Alas, I am not smarter than a fourth grader. I have been subbing in a fourth grade class of late, and fractions are breaking me into bits. Percent over a hundred equals is over of. I can say the right things, but some of those word problems are doozies. My AP Calculus teacher would be ashamed of me.
Perhaps because of the re-immersion into fourth grade math, I have had fractions on my heart and mind. Actually, one fraction in particular is haunting me.
Two thirds.
You see, my oldest son turns twelve in a few months. And, rusty though I may be, I can still do some simple math. Twelve is two-thirds of the way to sending him off to college, if the Lord would have it.
Two thirds. More than halfway there. I swear I just taught him to write the numbers two and three by counting candy corn and gummy bears at our kitchen table.
We have approximately six years left before he can legally join the army or vote. Six years of trusting the Lord for deeply significant things in his rapidly running life.
Six years of begging the Lord for deepening insight into his personality, including his shadow side and glimpses of his glory self. Six more years to carefully and relationally come alongside him to interpret disappointment, risk, failure, victory and defeat. Six more years to climb a bunk bed to lay and pray for and with him, listening for hints at what is going on in his heart and mind.
It does not happen often that I am stopped dead in my tracks at the beauty and weight of this calling of motherhood. I am usually too busy stocking the pantry, schlepping kids to practices, and helping with dioramas to see that I need to take off my shoes… because this motherhood season is holy ground. But this week, I have been struck with wonder and urgency anew.
What a privilege and responsibility to be entrusted with his rapidly growing heart, mind and body. What a sacred and strange portion God gives parents. He asks parents to become experts on their children and the best-educated-guessers as to how to shape and guide them to live out what God has laced into them already.
Did we pick the right school? Did we seek to discipline to get to his heart rather than merely trimming his behaviors, as if he were a topiary? Did we speak over him what we saw coming out of him? Did we catch him doing not only broken things, but also beautiful things?

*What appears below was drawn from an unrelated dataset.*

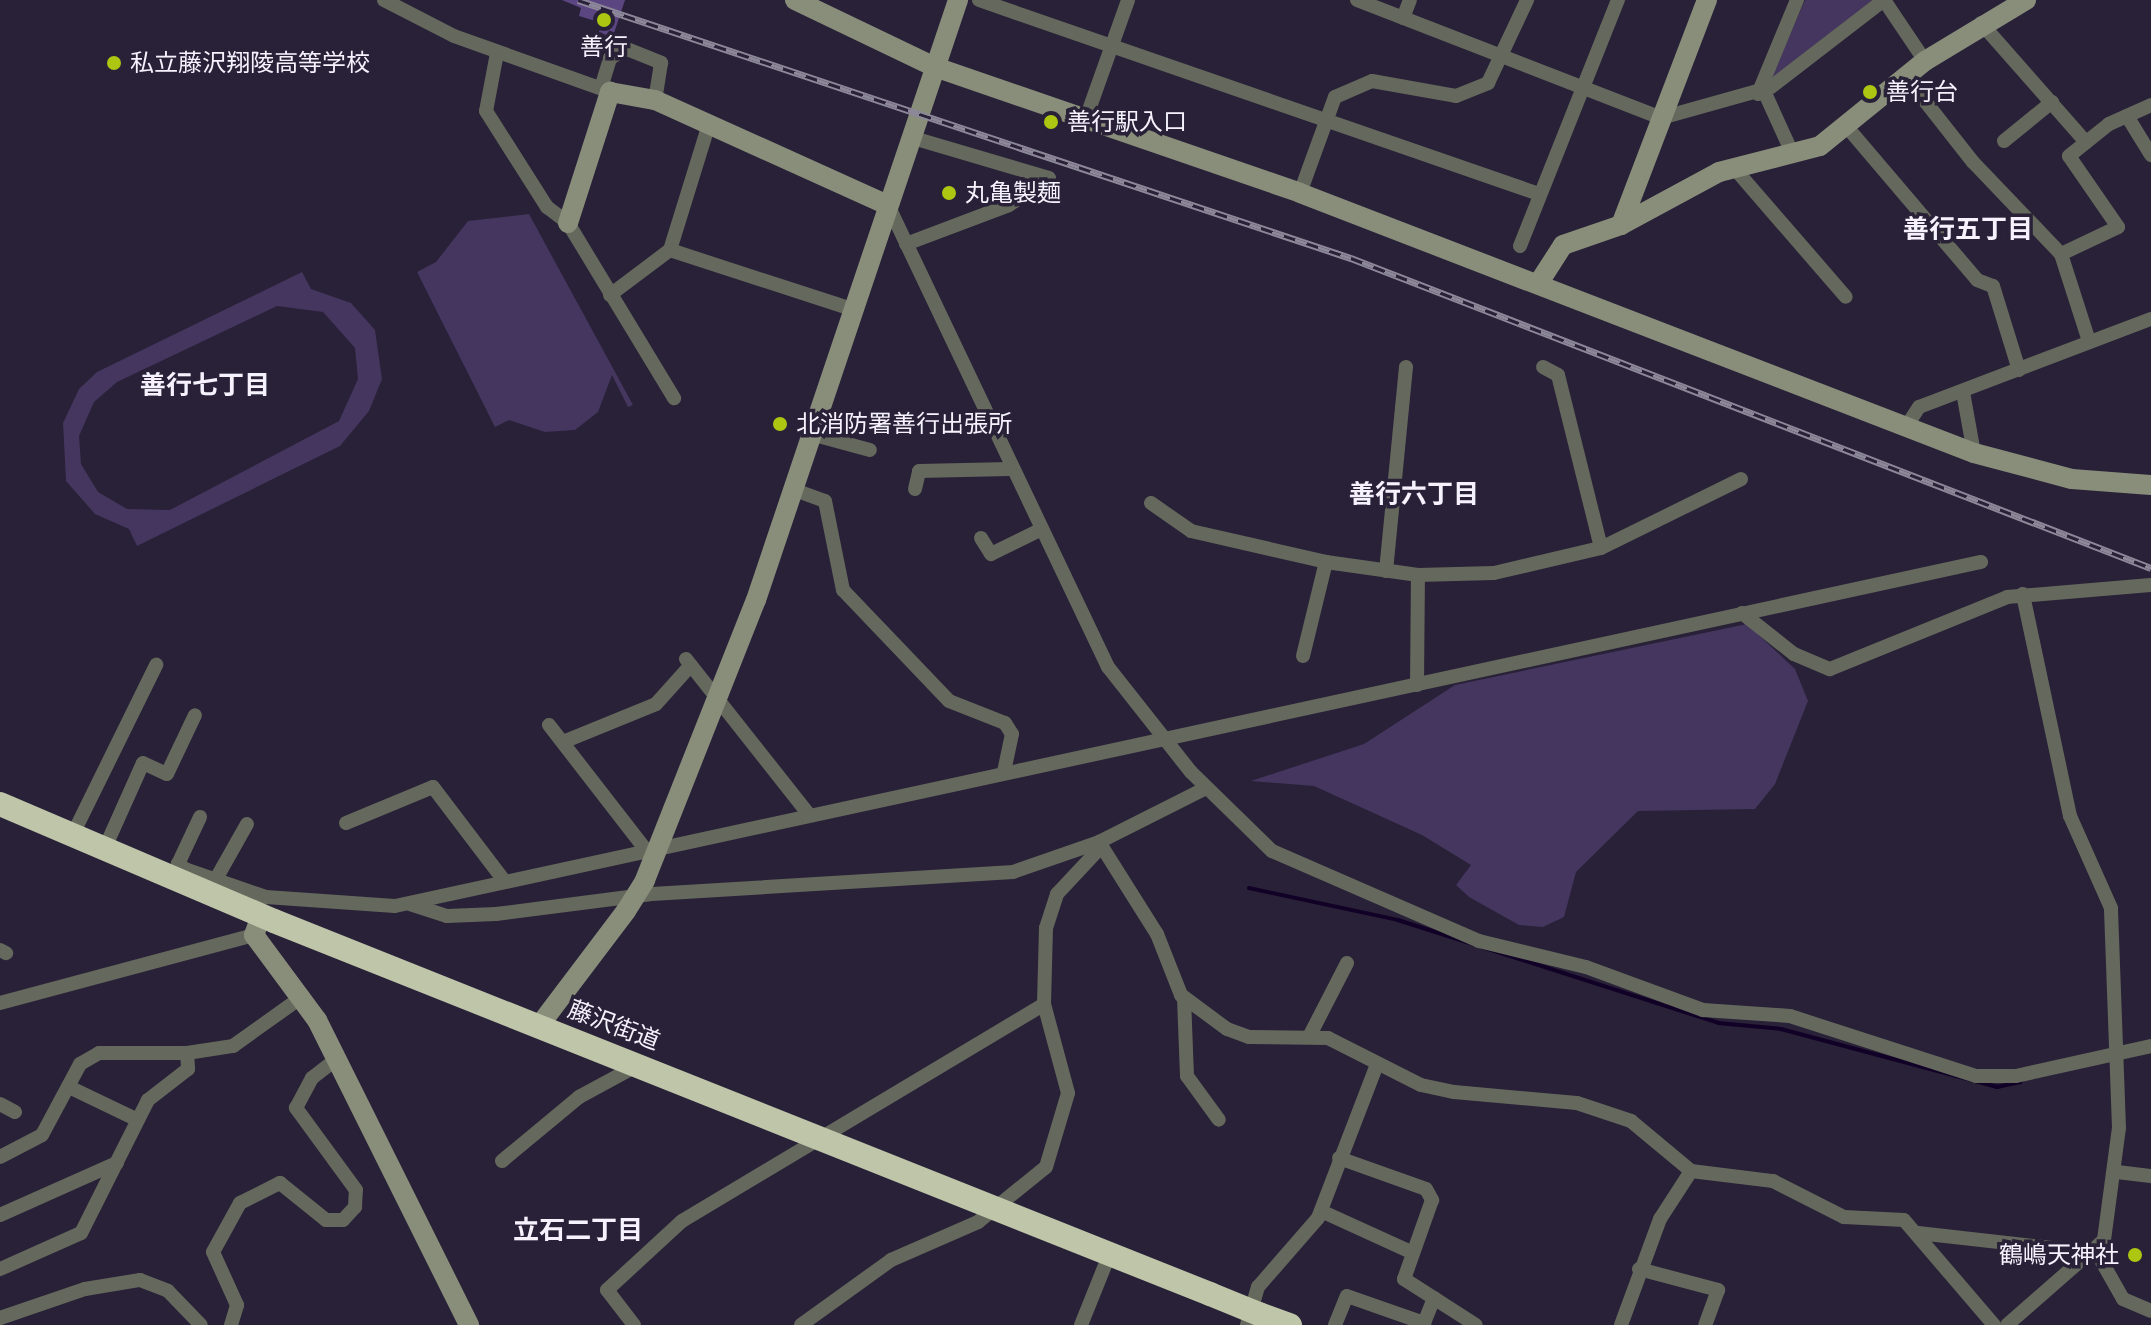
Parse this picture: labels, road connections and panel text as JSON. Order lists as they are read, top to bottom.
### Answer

Did we give him space enough to fail?
Without the Spirit’s intercession and a gospel buoyancy, the weight would be crushing. But with the triple-strength help of our Triune God, these questions become goads to press on in prayer, to present and re-present and re-re-present our children before the One who calls them twice His, once by creation and again by salvation.

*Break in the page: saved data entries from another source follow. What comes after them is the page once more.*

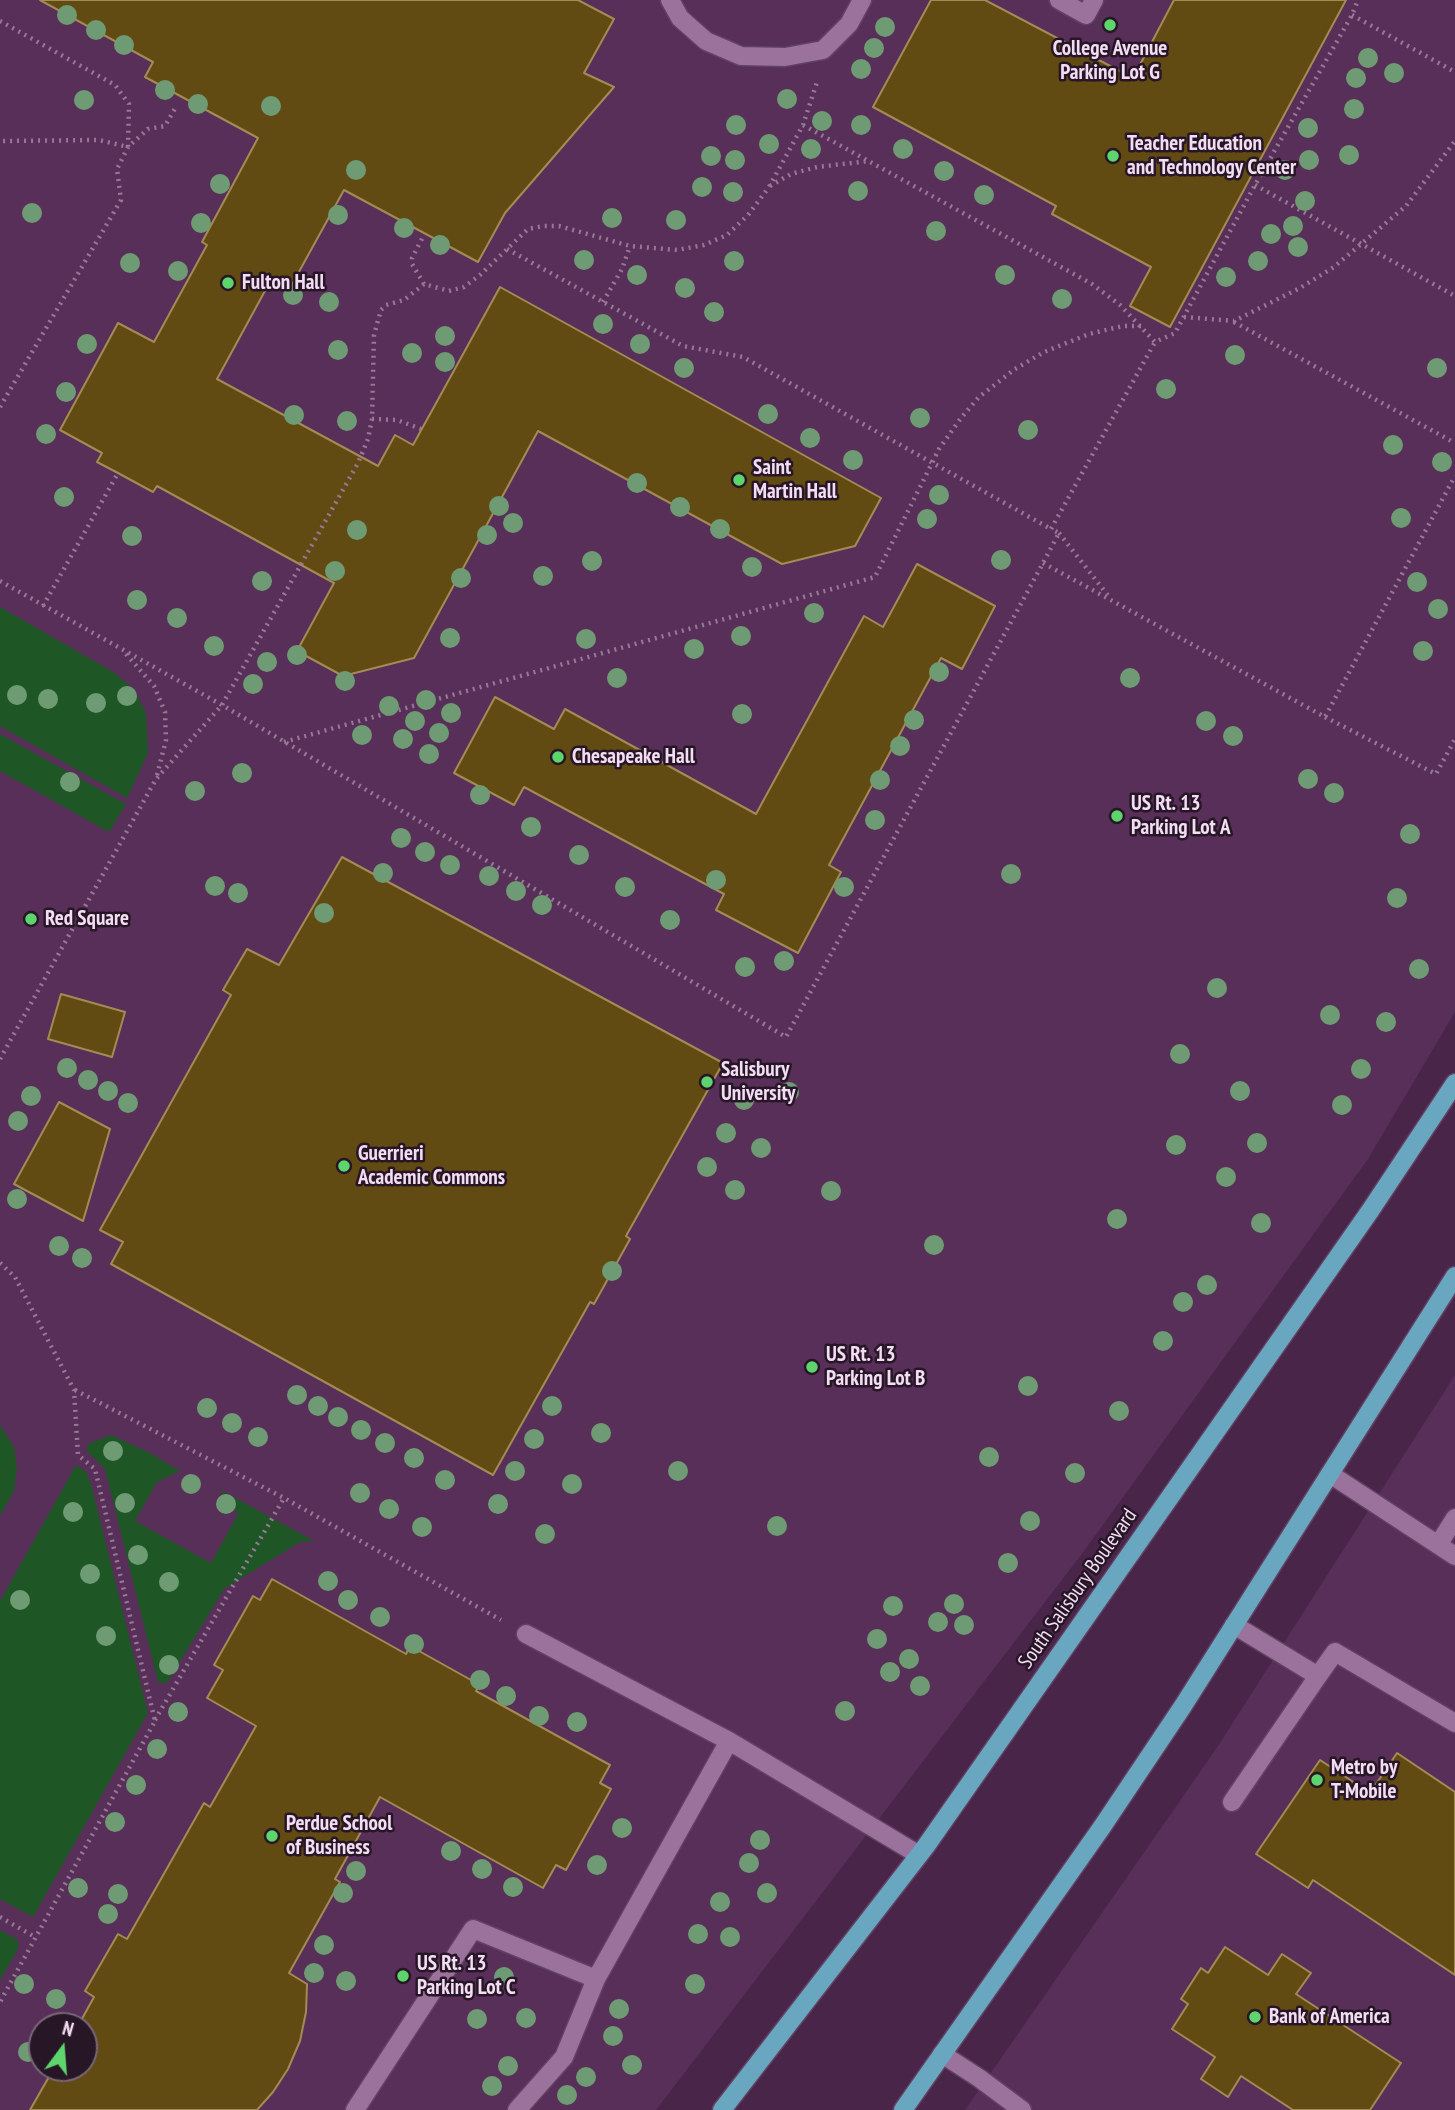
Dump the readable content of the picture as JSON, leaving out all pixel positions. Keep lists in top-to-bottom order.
{
  "streets": {
    "main road": ["South Salisbury Boulevard"]
  },
  "places": [
    "College Avenue Parking Lot G",
    "Teacher Education and Technology Center",
    "Fulton Hall",
    "Saint Martin Hall",
    "Chesapeake Hall",
    "US Rt. 13 Parking Lot A",
    "Red Square",
    "Salisbury University",
    "Guerrieri Academic Commons",
    "US Rt. 13 Parking Lot B",
    "Metro by T-Mobile",
    "Perdue School of Business",
    "US Rt. 13 Parking Lot C",
    "Bank of America"
  ],
  "north": "top"
}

For the past year, I have been praying that God would cultivate in our older boys passions beyond their own pleasure. As I’ve been expectantly looking for tiny sprouts of future-trajectories to grow, I have been so tempted to plant my own dream seeds or the easy-to-come-by stock seeds of the culture in them. Yet, I want to leave space enough for God to grow what He has perfectly planned for them.
This last third of our in-house parenting seems to be more about responding and praying, watching and waiting, course-correcting and vision-casting than controlling and knowing.

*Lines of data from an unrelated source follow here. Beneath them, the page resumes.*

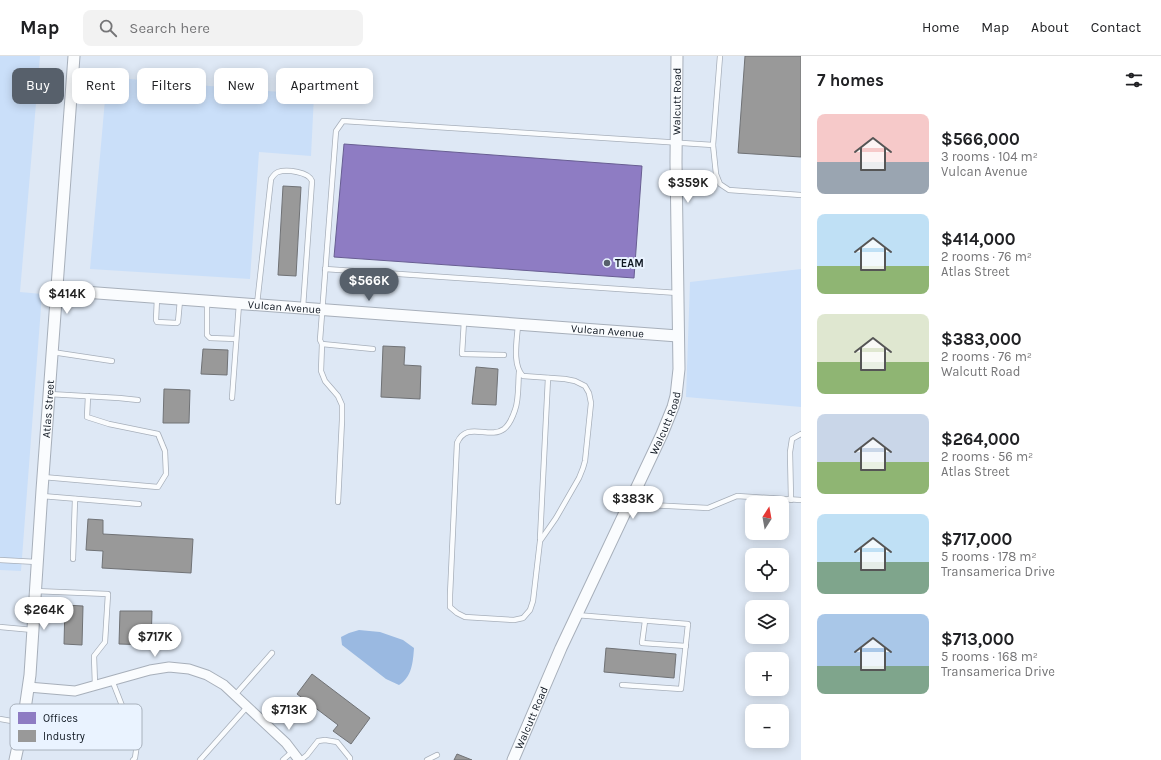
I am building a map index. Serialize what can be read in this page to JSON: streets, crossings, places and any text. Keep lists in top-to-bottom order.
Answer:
{
  "streets": {
    "street": ["Walcutt Road", "Vulcan Avenue", "Atlas Street"]
  },
  "crossings": [
    ["Walcutt Road", "Vulcan Avenue"],
    ["Vulcan Avenue", "Atlas Street"]
  ],
  "places": ["TEAM"],
  "legend": ["Offices", "Industry"],
  "north": "top",
  "page": {
    "header": "Map",
    "search": "Search here",
    "nav": [
      "Home",
      "Map",
      "About",
      "Contact"
    ],
    "heading": "7 homes",
    "chip": [
      "Buy",
      "Rent",
      "Filters",
      "New",
      "Apartment"
    ],
    "list": [
      {
        "name": "$566,000",
        "note": "3 rooms · 104 m² · Vulcan Avenue"
      },
      {
        "name": "$414,000",
        "note": "2 rooms · 76 m² · Atlas Street"
      },
      {
        "name": "$383,000",
        "note": "2 rooms · 76 m² · Walcutt Road"
      },
      {
        "name": "$264,000",
        "note": "2 rooms · 56 m² · Atlas Street"
      },
      {
        "name": "$717,000",
        "note": "5 rooms · 178 m² · Transamerica Drive"
      },
      {
        "name": "$713,000",
        "note": "5 rooms · 168 m² · Transamerica Drive"
      }
    ],
    "price": [
      "$359K",
      "$566K",
      "$414K",
      "$383K",
      "$264K",
      "$717K",
      "$713K"
    ],
    "map_buttons": ["+", "−"]
  }
}
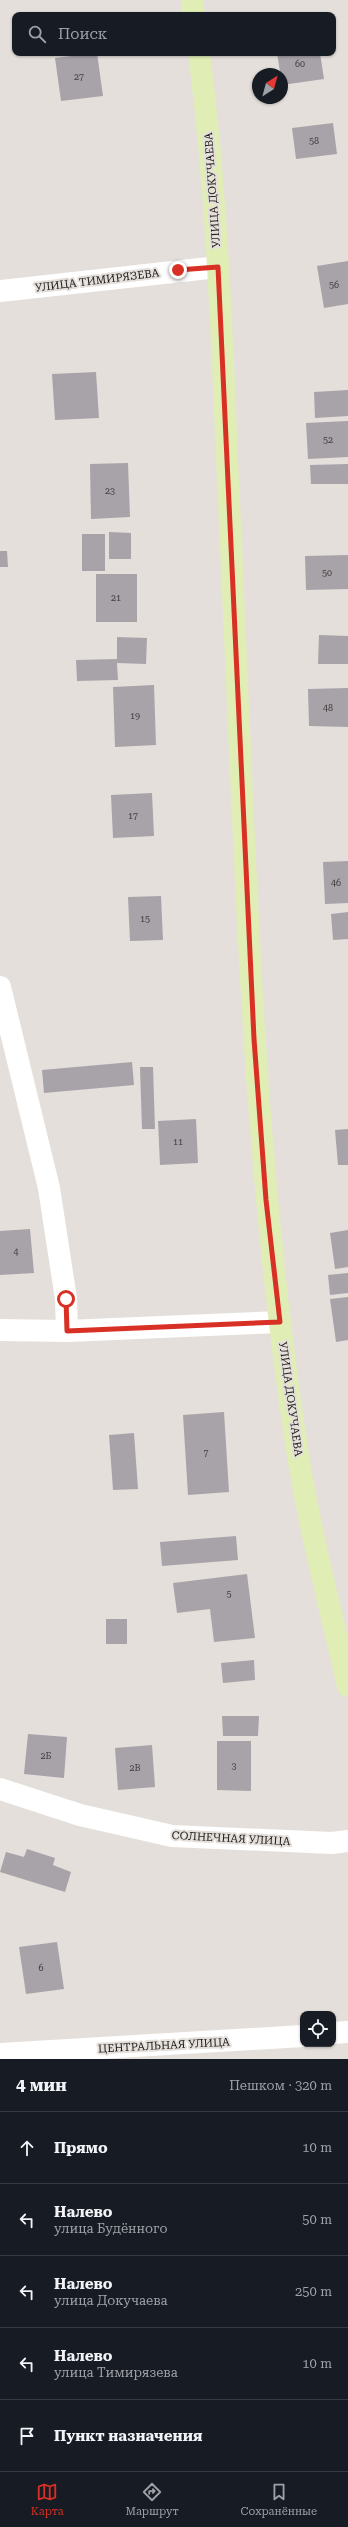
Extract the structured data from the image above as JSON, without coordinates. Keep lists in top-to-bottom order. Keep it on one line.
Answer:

I am so thankful that Jesus has opened up a way of access for me (1 Peter 3:18) to come boldly into His throne room (Hebrews 4:16) and lay down daily the burdens and blessings, the failures and victories, the questions and tensions of motherhood. For I know whom I have believed, and I am convinced that He is able to guard all that I entrust to Him until the Day of Christ Jesus (2 Timothy 1:12).
He is the brilliant mathematician, the perfect gardener, the life coach par excellence. He is my hope in parenting not only these next six years, but also for as long as I and they live until the fullness of His presence becomes our true home.